(Beginning of INFORMATION GIVEN)
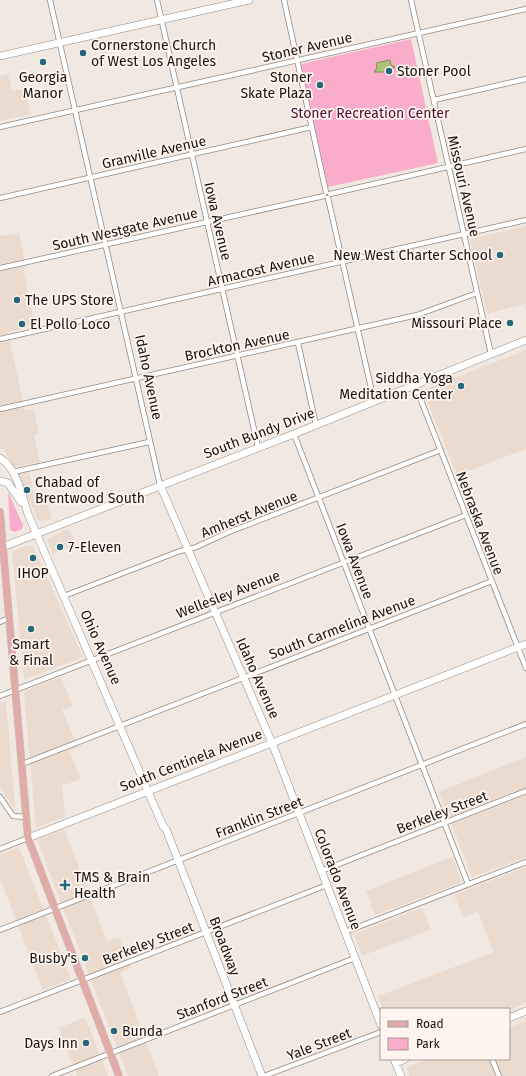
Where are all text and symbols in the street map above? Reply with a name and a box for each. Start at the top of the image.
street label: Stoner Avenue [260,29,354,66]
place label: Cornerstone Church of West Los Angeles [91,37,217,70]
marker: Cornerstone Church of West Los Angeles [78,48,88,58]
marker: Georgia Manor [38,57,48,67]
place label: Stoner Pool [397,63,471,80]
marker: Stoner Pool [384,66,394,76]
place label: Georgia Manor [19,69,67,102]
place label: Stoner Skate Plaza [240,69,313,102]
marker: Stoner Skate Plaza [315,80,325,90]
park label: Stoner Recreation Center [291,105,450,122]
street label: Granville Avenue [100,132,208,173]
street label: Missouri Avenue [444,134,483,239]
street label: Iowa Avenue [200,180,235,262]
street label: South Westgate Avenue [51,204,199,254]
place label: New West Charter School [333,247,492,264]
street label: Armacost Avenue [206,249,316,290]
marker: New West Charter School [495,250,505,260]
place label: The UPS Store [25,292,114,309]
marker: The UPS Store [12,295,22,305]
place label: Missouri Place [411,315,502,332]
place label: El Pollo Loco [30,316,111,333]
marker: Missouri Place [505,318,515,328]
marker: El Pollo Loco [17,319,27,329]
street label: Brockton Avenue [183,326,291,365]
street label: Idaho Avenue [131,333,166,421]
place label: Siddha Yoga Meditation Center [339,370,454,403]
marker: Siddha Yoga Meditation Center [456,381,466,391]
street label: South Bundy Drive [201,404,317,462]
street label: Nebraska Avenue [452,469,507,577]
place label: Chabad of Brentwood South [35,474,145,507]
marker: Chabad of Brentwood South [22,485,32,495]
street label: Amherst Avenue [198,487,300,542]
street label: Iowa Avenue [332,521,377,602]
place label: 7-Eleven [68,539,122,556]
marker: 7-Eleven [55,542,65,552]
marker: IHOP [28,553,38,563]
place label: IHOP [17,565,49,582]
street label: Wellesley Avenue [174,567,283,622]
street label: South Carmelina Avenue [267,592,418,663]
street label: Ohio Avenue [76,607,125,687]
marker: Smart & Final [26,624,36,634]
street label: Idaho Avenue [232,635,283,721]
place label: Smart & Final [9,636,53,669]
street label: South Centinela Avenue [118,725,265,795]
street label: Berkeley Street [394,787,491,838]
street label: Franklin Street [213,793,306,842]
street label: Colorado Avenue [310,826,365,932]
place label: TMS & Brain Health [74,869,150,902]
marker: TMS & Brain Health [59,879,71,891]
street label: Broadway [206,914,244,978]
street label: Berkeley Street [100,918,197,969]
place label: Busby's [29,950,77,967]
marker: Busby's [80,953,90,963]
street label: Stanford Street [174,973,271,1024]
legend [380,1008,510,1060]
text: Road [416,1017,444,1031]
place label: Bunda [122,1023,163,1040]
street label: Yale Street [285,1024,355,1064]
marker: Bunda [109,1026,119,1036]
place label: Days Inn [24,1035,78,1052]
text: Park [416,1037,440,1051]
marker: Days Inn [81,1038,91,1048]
(End of INFORMATION GIVEN)
[TO DO]
Tally up the lines holding the string "IHOP" in the data above, and respond with nothing but the number.

[SOLUTION]
2